Requirement =>
From the first line of the data below through the line holding "solid #fff;border-radius:50%;background:#1a73e8;box-shadow:0 0", output each line exactly and leave the pictures out.
#### Input data ####
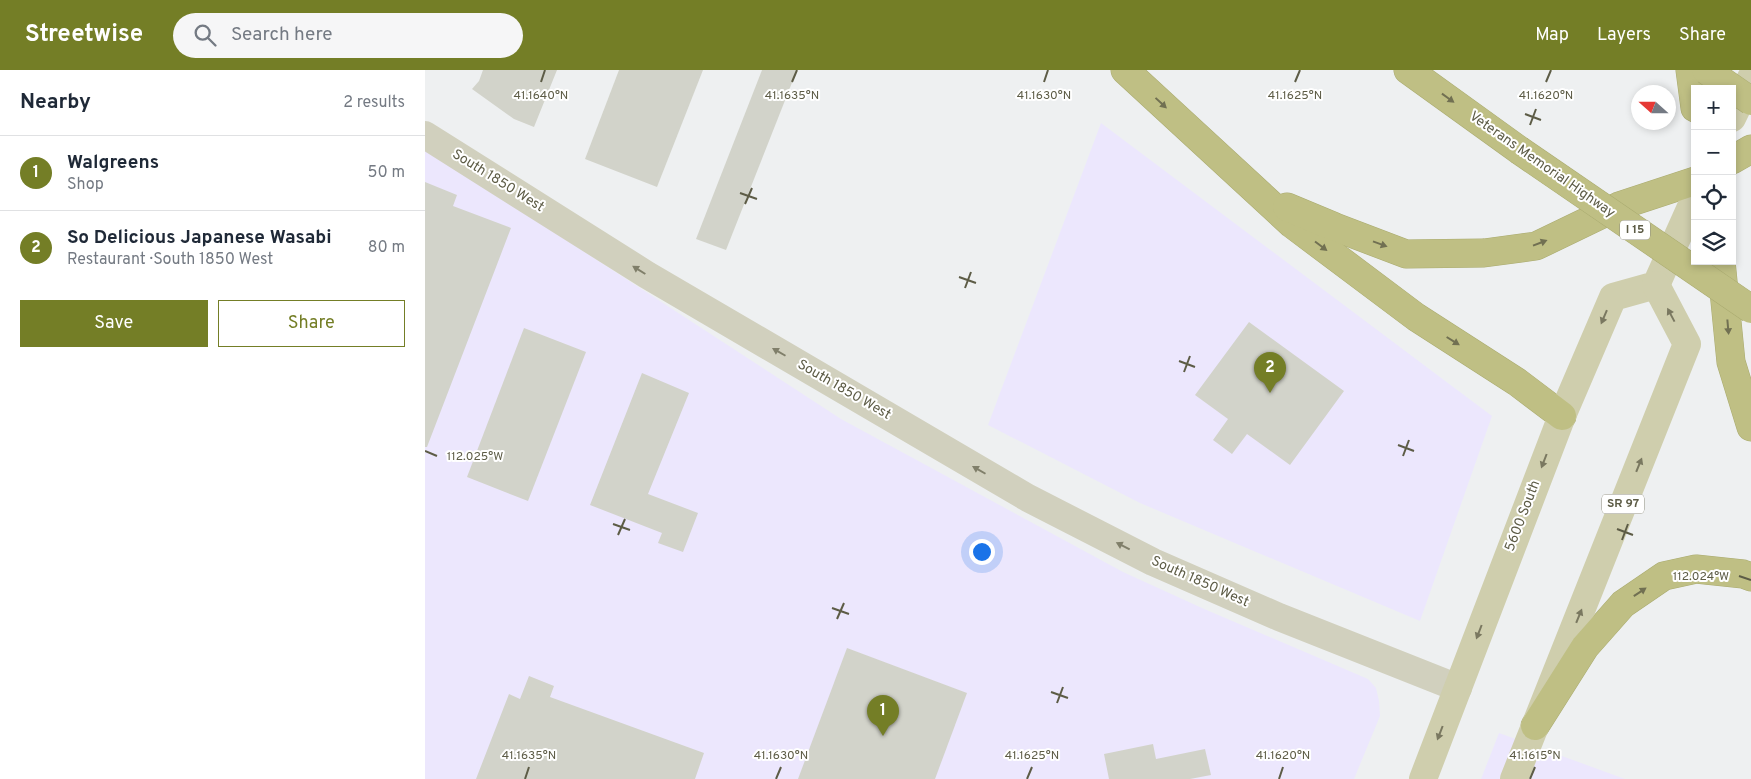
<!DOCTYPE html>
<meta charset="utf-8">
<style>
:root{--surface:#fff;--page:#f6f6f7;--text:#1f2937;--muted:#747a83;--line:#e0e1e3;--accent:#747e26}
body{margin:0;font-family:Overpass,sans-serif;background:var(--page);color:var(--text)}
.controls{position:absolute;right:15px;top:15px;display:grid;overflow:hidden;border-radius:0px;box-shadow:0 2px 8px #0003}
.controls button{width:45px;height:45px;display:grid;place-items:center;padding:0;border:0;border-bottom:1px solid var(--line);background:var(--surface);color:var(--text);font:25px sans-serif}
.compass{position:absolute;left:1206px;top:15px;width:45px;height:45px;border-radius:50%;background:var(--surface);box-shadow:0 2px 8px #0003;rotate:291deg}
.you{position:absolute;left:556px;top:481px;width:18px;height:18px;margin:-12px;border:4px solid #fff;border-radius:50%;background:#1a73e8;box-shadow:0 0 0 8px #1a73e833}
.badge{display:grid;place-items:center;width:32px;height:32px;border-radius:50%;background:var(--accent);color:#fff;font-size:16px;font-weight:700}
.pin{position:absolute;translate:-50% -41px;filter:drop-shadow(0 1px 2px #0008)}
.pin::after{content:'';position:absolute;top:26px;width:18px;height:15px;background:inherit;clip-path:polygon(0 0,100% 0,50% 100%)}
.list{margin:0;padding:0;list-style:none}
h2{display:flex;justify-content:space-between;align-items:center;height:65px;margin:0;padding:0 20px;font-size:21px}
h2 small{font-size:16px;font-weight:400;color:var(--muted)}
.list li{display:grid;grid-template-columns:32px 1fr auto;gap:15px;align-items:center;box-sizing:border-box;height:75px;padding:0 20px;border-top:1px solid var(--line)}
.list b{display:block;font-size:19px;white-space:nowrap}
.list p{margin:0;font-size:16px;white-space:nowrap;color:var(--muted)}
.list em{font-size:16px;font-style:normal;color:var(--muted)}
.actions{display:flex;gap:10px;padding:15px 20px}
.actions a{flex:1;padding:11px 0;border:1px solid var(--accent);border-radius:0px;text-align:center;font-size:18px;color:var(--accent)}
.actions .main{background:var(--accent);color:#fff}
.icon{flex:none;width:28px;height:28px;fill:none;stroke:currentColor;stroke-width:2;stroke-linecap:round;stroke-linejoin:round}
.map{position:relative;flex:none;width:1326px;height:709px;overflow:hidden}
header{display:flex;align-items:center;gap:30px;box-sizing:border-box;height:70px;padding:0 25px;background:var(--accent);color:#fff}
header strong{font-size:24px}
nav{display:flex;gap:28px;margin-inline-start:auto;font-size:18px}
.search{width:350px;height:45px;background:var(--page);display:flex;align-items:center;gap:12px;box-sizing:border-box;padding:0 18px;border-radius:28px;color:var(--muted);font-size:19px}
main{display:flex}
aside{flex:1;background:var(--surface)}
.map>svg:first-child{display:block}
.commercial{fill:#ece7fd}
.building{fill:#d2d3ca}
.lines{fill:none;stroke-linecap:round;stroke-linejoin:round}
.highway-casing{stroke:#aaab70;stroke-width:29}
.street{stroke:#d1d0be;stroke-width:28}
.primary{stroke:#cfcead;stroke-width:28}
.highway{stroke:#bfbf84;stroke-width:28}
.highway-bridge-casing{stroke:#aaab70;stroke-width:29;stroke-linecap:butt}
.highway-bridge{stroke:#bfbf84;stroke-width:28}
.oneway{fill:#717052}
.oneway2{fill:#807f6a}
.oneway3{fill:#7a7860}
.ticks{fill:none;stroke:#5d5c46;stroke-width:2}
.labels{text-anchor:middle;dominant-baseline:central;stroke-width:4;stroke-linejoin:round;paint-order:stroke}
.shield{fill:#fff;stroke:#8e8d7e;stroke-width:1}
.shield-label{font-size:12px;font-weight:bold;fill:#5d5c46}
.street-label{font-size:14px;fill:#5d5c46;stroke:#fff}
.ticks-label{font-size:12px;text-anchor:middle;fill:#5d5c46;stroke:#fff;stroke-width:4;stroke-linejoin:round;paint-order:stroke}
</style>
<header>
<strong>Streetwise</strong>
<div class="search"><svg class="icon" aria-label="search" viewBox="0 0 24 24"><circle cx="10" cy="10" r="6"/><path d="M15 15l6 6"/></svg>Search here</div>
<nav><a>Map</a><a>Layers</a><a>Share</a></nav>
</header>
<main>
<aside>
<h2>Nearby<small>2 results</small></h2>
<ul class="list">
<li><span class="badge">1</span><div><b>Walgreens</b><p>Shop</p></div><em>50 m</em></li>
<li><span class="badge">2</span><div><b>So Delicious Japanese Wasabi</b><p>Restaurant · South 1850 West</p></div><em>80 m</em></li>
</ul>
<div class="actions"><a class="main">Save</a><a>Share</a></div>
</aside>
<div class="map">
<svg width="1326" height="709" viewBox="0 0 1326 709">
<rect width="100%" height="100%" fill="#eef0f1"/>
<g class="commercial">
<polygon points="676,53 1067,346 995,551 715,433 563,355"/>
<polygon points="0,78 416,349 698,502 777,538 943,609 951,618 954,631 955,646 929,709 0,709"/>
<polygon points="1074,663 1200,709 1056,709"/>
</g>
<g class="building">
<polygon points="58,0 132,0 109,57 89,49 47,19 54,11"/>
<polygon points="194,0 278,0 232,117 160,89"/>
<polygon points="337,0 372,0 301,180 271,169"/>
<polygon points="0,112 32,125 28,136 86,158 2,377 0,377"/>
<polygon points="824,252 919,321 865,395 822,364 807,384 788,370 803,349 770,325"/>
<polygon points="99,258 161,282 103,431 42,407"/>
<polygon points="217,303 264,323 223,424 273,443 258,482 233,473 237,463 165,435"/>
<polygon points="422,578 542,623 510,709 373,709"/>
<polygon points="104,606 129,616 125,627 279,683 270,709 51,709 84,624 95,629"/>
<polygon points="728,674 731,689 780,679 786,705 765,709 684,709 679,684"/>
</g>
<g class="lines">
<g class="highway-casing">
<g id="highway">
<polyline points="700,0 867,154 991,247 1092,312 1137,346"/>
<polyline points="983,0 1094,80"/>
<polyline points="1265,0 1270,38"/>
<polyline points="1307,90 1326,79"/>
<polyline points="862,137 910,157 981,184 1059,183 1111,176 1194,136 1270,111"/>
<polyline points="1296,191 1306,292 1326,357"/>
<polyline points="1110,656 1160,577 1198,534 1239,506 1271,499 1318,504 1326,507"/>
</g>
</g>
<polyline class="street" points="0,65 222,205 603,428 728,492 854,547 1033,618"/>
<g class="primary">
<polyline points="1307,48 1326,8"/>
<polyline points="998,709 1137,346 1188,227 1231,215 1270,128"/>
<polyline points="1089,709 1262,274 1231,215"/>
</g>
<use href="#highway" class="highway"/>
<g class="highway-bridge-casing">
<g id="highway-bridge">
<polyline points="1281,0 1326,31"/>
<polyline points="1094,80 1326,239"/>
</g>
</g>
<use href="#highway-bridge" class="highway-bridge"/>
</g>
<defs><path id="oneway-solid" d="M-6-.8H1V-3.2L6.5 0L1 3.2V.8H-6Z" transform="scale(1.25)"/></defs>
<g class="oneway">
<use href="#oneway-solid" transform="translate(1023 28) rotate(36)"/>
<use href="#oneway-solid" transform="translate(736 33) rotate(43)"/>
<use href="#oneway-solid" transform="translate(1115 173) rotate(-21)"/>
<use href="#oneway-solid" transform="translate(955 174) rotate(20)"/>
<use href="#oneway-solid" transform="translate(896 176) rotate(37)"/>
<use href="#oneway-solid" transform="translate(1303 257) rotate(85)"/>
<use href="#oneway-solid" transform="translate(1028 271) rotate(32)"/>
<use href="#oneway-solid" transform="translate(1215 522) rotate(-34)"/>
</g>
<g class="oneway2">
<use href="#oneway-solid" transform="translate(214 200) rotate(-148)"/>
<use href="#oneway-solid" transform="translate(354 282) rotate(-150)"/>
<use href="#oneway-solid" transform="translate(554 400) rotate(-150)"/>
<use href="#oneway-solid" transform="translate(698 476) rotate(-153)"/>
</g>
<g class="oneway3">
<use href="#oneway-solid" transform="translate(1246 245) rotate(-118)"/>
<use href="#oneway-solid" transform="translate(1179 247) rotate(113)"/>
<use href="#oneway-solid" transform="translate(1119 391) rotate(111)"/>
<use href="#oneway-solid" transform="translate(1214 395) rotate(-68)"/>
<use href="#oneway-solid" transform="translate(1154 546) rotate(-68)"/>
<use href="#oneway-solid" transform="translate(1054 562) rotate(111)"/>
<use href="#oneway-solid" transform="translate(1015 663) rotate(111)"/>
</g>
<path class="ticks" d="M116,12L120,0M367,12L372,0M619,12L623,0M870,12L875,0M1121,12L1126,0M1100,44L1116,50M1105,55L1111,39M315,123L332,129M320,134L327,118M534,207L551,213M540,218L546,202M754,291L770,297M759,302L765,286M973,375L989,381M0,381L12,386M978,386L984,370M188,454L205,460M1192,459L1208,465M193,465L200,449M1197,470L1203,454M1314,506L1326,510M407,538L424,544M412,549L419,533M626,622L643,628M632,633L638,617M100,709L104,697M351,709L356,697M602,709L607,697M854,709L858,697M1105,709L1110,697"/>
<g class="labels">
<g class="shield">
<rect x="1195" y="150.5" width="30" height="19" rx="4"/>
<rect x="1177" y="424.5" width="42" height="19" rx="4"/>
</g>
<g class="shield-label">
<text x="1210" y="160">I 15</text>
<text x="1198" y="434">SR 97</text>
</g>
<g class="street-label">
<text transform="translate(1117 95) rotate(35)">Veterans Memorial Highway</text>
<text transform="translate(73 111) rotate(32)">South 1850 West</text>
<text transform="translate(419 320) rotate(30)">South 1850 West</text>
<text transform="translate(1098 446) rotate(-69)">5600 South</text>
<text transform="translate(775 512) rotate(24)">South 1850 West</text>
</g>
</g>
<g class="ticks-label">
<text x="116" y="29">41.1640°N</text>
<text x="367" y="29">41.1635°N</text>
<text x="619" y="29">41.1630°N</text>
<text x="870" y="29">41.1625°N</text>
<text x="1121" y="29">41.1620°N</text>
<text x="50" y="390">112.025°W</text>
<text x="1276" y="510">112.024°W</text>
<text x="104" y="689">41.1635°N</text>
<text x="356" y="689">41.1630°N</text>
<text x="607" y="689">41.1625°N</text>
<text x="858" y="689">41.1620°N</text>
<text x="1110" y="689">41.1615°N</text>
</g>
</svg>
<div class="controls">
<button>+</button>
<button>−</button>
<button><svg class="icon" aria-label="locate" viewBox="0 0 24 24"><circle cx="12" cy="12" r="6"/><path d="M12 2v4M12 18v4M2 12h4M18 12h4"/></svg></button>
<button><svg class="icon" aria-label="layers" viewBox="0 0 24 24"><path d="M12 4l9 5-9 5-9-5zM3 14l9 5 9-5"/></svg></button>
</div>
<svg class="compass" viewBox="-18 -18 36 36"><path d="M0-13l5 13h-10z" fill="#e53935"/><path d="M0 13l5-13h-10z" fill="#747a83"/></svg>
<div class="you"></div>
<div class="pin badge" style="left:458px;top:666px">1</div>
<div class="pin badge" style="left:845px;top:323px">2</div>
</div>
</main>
####
Answer to this exercise =>
<!DOCTYPE html>
<meta charset="utf-8">
<style>
:root{--surface:#fff;--page:#f6f6f7;--text:#1f2937;--muted:#747a83;--line:#e0e1e3;--accent:#747e26}
body{margin:0;font-family:Overpass,sans-serif;background:var(--page);color:var(--text)}
.controls{position:absolute;right:15px;top:15px;display:grid;overflow:hidden;border-radius:0px;box-shadow:0 2px 8px #0003}
.controls button{width:45px;height:45px;display:grid;place-items:center;padding:0;border:0;border-bottom:1px solid var(--line);background:var(--surface);color:var(--text);font:25px sans-serif}
.compass{position:absolute;left:1206px;top:15px;width:45px;height:45px;border-radius:50%;background:var(--surface);box-shadow:0 2px 8px #0003;rotate:291deg}
.you{position:absolute;left:556px;top:481px;width:18px;height:18px;margin:-12px;border:4px solid #fff;border-radius:50%;background:#1a73e8;box-shadow:0 0 0 8px #1a73e833}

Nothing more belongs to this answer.